This is exactly the sort of fight I wanted to avoid - I tried to give you a few /technical/ pointers to why Linux might do a better job for you, and in trying to battle ignorance and myths I have stupidly let myself get drawn in. And for every point I correct, you post another three paragraphs of new imagined issues. I simply don't have the time and energy to spend battling such determined fixed positions - this is why I and a good many others usually avoid many of your threads.
If you are happy with BSD, that's great. I am genuinely pleased that you are content with what you have. And I hope you will forgive my misguided attempts at making new suggestions that I thought might have made things easier for you - it was an attempt to help, not a call for battle.

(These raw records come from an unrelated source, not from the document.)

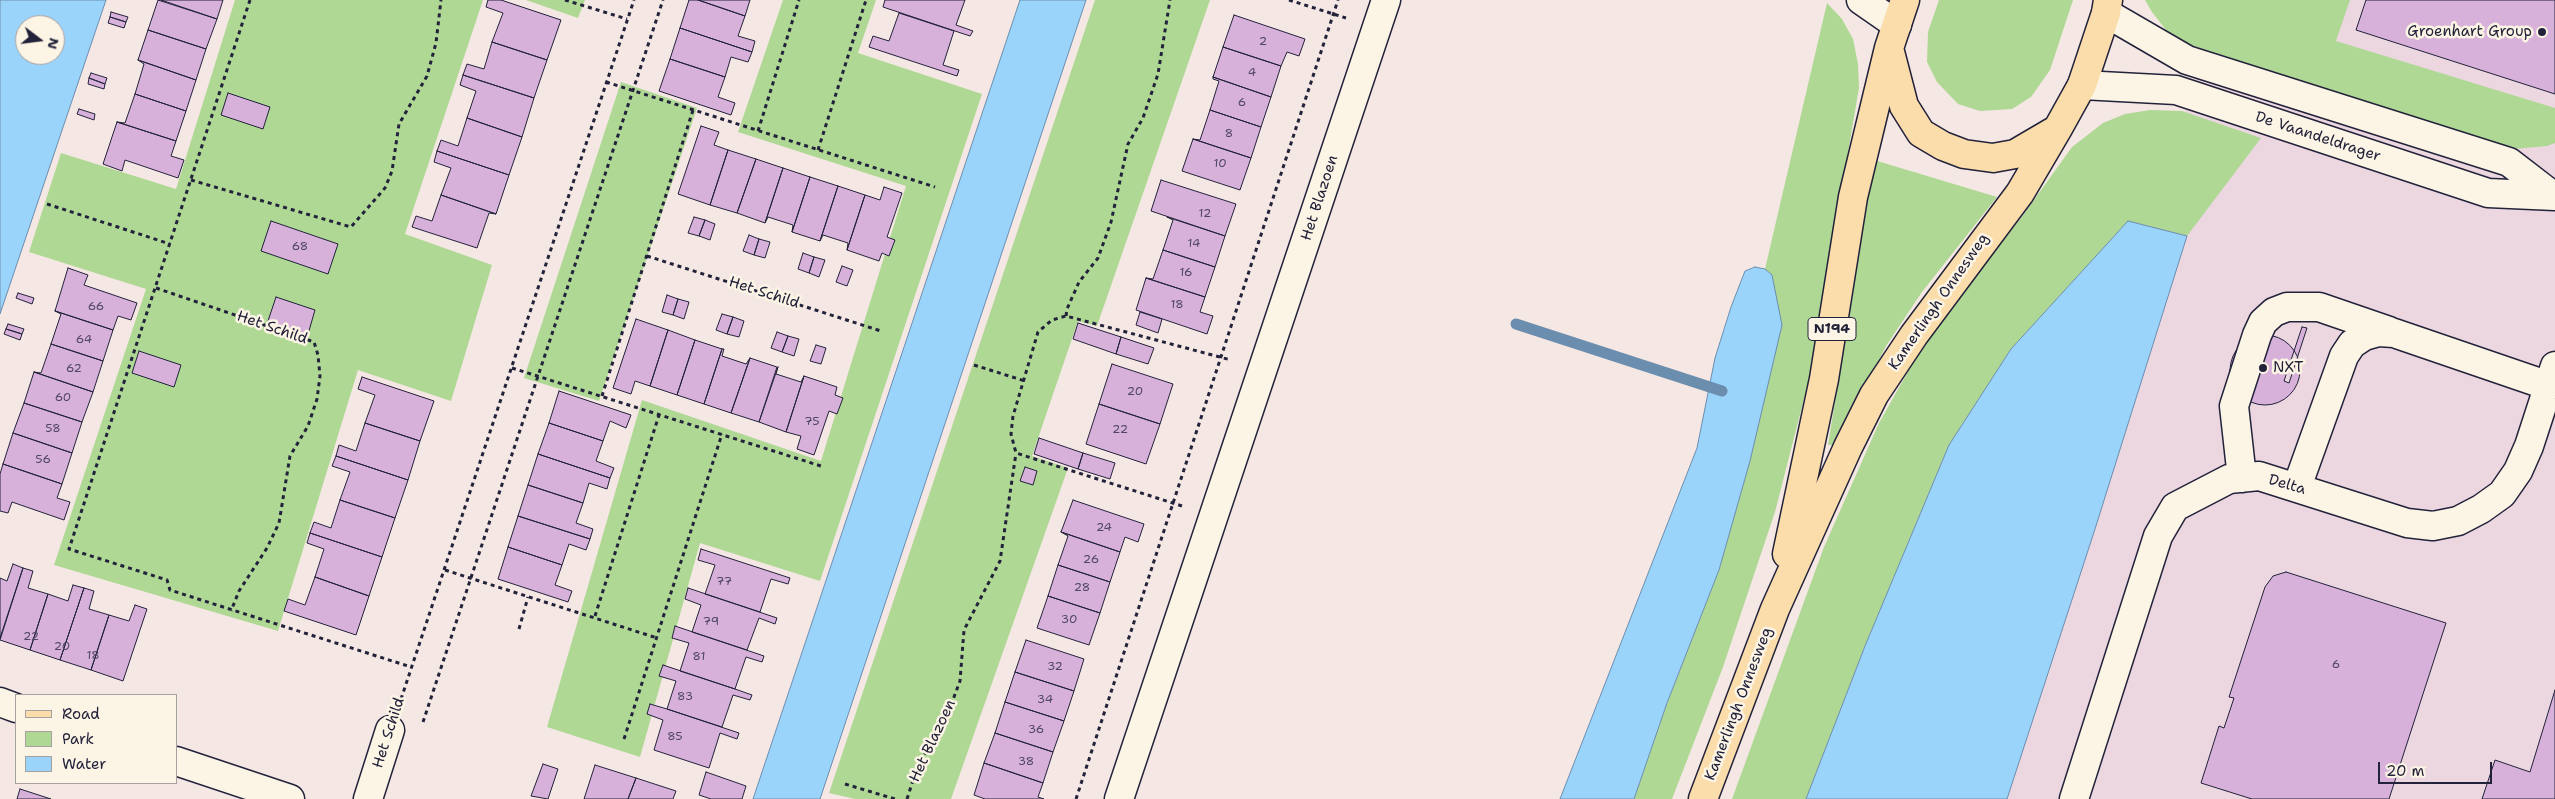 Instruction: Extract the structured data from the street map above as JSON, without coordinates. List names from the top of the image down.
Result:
{
  "streets": {
    "main road": ["Kamerlingh Onnesweg", "N194"],
    "street": [
      "De Vaandeldrager",
      "Het Blazoen",
      "Het Schild",
      "Delta"
    ]
  },
  "crossings": [
    ["De Vaandeldrager", "Kamerlingh Onnesweg"]
  ],
  "places": ["Groenhart Group", "NXT"],
  "house_numbers": [
    "2",
    "4",
    "6",
    "8",
    "10",
    "12",
    "14",
    "68",
    "16",
    "18",
    "66",
    "64",
    "62",
    "20",
    "60",
    "75",
    "58",
    "22",
    "56",
    "24",
    "26",
    "77",
    "28",
    "30",
    "79",
    "22",
    "20",
    "18",
    "81",
    "6",
    "32",
    "83",
    "34",
    "36",
    "85",
    "38"
  ],
  "legend": ["Road", "Park", "Water"],
  "scale_bar": "20 m",
  "north": "right"
}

It depends a lot on what your goals are. I use NetBSD primarily to host "services": my DNS, DHCP, TFTP, font, file, web, database, etc. servers all run on NetBSD boxen. They typically see very long uptimes (weeks, months, years). Performance is never an issue as I'm not a "commercial site" with lots of traffic, etc. Services tend to run headless so I am mainly concerned that the boxes boot reliably (so I don't have to drag out a monitor and keyboard to talk to them!) and stay up "indefinitely" (including recovering from power outages "unattended").
I like the fact that I can stuff a disk in a USB enclosure, plug that into a running system, partition the disk (disklabel), create the file systems (newfs), mount them somewhere convenient, copy the appropriate portions of the "hosting" file system onto that mount point (tar), build a kernel for that new system, unmount/unplug the USB drive and have a drive that is "ready to boot" on some new machine -- all in a matter of a few hours (most of that time spent deciding which files to copy and waiting for them to be copied over the USB -- only a few of my machines support hot-plugging drives).
Once the "new" system boots, I just have to tweek rc.conf(5) (fix hostname, add an entry for it in hosts(5), adjust any services that I may want to enable/disable, etc.) and verify all the desired devices are supported in the kernel that I built (e.g., I probably will NOT want the wireless device in the Atom's enabled *or* supported!)
[I assign static names/IPs to all of my hosts. I rely on the name server box to *resolve* those names -- but not on the DHCP server to *assign* them! That way, if the DHCP server is unavailable, I can still boot a "named" box and talk to it. Like most folks, I choose names that are easy to memorize: printers are Curly, Larry, Moe and Shemp with Curly at x.x.x.111; Sun boxen are George, Jane, Judy and Elroy with George at x.x.x.71 (actually, I think Elroy just got discarded); wireless AP's are Rosey, RUDI and Mack; PC's are Pinky, TheBrain, Tennessee, Chumley, etc. "Mnemonic aids" so I can deduce what the name server would likely report when queried for a particular name!]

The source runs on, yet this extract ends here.